- [Data for this task]
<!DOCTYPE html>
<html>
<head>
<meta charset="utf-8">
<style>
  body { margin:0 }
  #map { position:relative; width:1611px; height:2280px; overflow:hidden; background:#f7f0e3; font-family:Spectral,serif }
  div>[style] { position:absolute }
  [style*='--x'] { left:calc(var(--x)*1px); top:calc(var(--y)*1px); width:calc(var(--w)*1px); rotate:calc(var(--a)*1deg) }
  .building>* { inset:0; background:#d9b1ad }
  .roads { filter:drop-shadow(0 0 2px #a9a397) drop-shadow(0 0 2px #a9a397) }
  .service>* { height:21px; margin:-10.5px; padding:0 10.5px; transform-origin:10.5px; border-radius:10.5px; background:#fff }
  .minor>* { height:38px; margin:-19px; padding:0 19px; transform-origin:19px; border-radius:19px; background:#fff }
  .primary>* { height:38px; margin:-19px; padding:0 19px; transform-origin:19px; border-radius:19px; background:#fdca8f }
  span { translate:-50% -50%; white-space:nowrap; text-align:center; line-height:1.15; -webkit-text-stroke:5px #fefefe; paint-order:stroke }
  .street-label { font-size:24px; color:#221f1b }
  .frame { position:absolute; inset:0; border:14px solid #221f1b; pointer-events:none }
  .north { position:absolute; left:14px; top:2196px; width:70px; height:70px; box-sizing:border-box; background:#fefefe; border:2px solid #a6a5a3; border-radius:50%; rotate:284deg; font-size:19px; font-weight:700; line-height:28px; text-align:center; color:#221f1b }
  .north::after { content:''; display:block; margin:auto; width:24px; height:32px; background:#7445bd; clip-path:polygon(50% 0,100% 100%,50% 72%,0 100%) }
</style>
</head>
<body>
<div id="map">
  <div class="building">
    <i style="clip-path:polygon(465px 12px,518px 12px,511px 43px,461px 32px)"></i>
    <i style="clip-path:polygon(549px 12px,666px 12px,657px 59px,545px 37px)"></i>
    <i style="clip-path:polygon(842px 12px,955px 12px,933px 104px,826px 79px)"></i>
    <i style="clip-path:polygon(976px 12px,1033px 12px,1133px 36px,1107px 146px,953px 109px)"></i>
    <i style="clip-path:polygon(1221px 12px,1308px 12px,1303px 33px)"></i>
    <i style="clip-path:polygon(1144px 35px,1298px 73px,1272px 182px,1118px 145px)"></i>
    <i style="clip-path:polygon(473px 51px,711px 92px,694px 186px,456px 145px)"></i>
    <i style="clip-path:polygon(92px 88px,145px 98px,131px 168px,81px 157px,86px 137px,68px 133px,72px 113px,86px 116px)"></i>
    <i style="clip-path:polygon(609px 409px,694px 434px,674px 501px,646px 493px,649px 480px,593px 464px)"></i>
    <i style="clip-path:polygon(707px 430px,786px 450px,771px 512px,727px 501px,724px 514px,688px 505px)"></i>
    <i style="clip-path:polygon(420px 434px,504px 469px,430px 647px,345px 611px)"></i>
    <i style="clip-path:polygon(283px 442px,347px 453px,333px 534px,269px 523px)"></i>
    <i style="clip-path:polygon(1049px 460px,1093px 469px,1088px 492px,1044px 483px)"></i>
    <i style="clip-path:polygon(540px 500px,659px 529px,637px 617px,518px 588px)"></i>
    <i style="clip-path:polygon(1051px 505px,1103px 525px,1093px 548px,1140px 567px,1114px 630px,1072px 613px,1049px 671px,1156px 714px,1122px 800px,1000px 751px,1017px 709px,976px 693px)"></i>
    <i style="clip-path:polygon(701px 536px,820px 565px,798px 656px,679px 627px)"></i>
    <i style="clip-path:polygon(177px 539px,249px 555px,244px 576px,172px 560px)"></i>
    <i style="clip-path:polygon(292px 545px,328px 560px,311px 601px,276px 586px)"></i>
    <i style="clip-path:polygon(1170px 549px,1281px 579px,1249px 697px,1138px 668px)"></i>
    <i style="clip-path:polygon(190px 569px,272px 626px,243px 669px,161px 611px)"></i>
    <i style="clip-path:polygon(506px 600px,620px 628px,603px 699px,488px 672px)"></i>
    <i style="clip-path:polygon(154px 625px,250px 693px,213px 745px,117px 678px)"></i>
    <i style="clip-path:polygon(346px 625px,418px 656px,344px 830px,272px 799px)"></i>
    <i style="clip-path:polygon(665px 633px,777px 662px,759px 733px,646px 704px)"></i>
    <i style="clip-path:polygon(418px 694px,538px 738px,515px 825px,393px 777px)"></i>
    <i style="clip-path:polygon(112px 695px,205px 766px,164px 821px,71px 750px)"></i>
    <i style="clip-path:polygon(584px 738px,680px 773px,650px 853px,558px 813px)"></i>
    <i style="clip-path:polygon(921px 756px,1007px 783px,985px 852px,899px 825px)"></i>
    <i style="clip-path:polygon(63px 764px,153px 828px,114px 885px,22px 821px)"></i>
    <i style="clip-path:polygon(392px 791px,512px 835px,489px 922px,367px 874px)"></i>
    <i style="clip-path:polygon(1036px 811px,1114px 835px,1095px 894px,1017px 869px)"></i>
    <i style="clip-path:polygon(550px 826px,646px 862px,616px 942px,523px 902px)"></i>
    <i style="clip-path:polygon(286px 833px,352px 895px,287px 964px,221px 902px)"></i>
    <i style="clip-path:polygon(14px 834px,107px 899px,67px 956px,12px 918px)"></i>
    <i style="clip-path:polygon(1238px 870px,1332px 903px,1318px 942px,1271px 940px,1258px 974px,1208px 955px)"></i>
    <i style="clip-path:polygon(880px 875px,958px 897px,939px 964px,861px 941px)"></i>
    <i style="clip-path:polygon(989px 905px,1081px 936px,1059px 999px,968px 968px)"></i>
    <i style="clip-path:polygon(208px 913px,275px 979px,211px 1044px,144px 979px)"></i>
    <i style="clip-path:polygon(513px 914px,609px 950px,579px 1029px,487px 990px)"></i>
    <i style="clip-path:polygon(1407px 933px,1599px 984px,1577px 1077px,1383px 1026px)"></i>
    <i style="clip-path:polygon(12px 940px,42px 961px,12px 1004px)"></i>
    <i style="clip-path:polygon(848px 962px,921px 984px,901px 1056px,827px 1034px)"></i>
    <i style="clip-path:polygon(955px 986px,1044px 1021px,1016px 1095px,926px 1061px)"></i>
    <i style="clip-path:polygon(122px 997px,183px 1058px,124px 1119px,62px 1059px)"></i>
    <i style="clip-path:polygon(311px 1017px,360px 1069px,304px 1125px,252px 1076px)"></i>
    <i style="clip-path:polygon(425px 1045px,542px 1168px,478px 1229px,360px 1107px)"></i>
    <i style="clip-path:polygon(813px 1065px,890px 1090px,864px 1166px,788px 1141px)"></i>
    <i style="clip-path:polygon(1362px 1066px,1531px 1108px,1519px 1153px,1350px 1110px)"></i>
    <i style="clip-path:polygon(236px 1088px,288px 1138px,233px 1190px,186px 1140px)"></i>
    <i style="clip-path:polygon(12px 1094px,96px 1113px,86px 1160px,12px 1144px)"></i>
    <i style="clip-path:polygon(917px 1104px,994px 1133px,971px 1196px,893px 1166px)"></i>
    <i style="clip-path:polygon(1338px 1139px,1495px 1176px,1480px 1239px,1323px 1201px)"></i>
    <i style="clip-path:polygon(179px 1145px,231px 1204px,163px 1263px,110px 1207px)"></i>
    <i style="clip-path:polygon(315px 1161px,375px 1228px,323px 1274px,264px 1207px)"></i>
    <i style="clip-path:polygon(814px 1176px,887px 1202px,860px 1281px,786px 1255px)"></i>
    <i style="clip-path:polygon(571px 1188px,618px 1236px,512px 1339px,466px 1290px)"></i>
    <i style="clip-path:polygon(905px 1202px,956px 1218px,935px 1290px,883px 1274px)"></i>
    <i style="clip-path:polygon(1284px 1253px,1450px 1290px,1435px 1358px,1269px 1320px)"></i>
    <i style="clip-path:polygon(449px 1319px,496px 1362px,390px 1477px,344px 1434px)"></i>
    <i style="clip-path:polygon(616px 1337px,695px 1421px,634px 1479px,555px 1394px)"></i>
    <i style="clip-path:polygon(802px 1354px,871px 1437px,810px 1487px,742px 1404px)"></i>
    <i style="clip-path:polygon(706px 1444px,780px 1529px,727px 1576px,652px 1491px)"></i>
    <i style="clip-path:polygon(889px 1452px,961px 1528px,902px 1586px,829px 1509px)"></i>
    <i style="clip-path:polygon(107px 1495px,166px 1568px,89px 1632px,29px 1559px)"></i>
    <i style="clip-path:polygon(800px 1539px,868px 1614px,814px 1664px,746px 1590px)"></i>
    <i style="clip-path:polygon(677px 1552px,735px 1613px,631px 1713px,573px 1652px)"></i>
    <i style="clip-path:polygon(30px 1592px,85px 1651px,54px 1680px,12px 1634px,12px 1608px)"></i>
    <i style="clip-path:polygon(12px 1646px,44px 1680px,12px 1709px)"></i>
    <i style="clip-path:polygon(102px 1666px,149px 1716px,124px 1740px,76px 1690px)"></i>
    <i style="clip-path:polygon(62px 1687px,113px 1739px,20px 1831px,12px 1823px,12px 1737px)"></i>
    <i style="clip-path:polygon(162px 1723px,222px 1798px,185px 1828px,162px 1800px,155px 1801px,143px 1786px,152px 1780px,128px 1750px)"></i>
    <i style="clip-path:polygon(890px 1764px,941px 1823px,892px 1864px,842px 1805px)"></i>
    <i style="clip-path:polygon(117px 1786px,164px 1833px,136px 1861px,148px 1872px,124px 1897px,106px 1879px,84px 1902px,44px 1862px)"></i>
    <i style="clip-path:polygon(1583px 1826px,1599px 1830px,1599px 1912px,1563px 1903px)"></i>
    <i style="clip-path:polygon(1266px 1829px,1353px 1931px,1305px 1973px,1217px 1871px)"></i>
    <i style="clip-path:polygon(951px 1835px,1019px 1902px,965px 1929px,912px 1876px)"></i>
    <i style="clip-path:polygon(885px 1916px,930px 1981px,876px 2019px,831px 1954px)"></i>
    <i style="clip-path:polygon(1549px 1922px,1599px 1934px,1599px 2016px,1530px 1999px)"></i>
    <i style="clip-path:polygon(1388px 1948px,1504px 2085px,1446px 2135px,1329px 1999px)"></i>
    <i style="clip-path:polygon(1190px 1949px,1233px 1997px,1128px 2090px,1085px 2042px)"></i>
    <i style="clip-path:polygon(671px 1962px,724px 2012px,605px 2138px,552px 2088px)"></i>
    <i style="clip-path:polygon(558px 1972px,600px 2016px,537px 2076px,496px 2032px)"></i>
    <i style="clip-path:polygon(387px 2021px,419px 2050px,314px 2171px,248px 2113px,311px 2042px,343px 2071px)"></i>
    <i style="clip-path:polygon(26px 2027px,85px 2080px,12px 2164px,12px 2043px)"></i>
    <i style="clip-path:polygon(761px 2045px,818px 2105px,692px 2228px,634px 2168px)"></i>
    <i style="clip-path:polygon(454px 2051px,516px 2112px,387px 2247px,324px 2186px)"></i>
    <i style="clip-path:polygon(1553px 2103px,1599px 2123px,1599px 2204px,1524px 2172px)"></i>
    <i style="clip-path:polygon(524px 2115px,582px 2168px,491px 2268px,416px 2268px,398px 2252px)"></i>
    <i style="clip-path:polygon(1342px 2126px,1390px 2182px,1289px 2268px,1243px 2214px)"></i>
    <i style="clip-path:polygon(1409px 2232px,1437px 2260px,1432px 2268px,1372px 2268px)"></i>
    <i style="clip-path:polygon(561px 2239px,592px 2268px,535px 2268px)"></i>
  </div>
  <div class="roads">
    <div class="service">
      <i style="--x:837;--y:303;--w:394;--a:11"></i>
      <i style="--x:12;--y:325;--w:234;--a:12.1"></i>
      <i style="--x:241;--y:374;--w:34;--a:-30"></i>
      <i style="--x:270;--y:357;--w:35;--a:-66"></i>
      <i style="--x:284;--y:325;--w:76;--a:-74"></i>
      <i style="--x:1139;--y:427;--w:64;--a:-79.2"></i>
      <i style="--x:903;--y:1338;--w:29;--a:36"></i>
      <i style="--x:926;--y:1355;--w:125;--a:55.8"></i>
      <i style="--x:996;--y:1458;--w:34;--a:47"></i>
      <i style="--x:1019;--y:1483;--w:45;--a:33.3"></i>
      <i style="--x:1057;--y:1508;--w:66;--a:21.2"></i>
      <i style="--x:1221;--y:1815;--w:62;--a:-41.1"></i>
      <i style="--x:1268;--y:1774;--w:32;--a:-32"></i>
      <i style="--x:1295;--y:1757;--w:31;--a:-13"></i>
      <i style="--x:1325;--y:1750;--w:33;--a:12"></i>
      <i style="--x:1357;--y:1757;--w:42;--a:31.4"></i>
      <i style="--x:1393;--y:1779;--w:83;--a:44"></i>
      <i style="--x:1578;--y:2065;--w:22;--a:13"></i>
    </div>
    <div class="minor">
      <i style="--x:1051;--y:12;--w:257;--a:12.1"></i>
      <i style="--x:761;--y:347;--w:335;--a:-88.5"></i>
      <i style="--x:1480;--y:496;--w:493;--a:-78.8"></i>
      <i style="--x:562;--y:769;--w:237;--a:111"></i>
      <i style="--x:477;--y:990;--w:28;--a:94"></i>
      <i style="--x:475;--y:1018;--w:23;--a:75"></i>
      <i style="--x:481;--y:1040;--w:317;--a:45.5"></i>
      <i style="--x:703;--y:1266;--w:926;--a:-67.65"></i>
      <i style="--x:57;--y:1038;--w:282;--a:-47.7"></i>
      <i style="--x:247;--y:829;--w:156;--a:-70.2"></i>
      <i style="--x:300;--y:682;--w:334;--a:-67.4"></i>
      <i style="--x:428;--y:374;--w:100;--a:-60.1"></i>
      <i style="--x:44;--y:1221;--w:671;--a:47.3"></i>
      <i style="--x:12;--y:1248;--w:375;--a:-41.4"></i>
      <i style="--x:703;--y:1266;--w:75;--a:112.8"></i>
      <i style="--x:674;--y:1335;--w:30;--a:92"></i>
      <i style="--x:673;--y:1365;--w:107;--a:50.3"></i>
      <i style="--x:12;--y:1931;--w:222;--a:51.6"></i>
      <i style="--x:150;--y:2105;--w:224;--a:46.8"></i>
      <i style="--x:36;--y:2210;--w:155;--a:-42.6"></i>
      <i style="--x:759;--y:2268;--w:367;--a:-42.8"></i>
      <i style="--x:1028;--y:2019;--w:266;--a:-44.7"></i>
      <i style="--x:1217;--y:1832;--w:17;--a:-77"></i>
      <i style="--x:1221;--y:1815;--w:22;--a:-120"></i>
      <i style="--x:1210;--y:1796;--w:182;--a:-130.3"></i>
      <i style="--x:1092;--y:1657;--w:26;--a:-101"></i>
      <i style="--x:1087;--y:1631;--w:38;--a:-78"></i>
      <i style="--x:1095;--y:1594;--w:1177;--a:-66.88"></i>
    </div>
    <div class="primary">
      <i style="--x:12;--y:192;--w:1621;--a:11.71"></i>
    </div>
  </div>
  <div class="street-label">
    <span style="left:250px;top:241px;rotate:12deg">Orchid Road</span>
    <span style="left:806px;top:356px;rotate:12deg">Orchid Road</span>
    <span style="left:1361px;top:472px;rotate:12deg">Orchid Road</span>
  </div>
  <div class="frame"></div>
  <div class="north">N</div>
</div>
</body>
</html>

- [Exercise]
Return the opening line of the data and every line after it through the line containing "filter:drop-shadow(0 0 2px", please, exactly as written and with nothing added.

- [Written response]
<!DOCTYPE html>
<html>
<head>
<meta charset="utf-8">
<style>
  body { margin:0 }
  #map { position:relative; width:1611px; height:2280px; overflow:hidden; background:#f7f0e3; font-family:Spectral,serif }
  div>[style] { position:absolute }
  [style*='--x'] { left:calc(var(--x)*1px); top:calc(var(--y)*1px); width:calc(var(--w)*1px); rotate:calc(var(--a)*1deg) }
  .building>* { inset:0; background:#d9b1ad }
  .roads { filter:drop-shadow(0 0 2px #a9a397) drop-shadow(0 0 2px #a9a397) }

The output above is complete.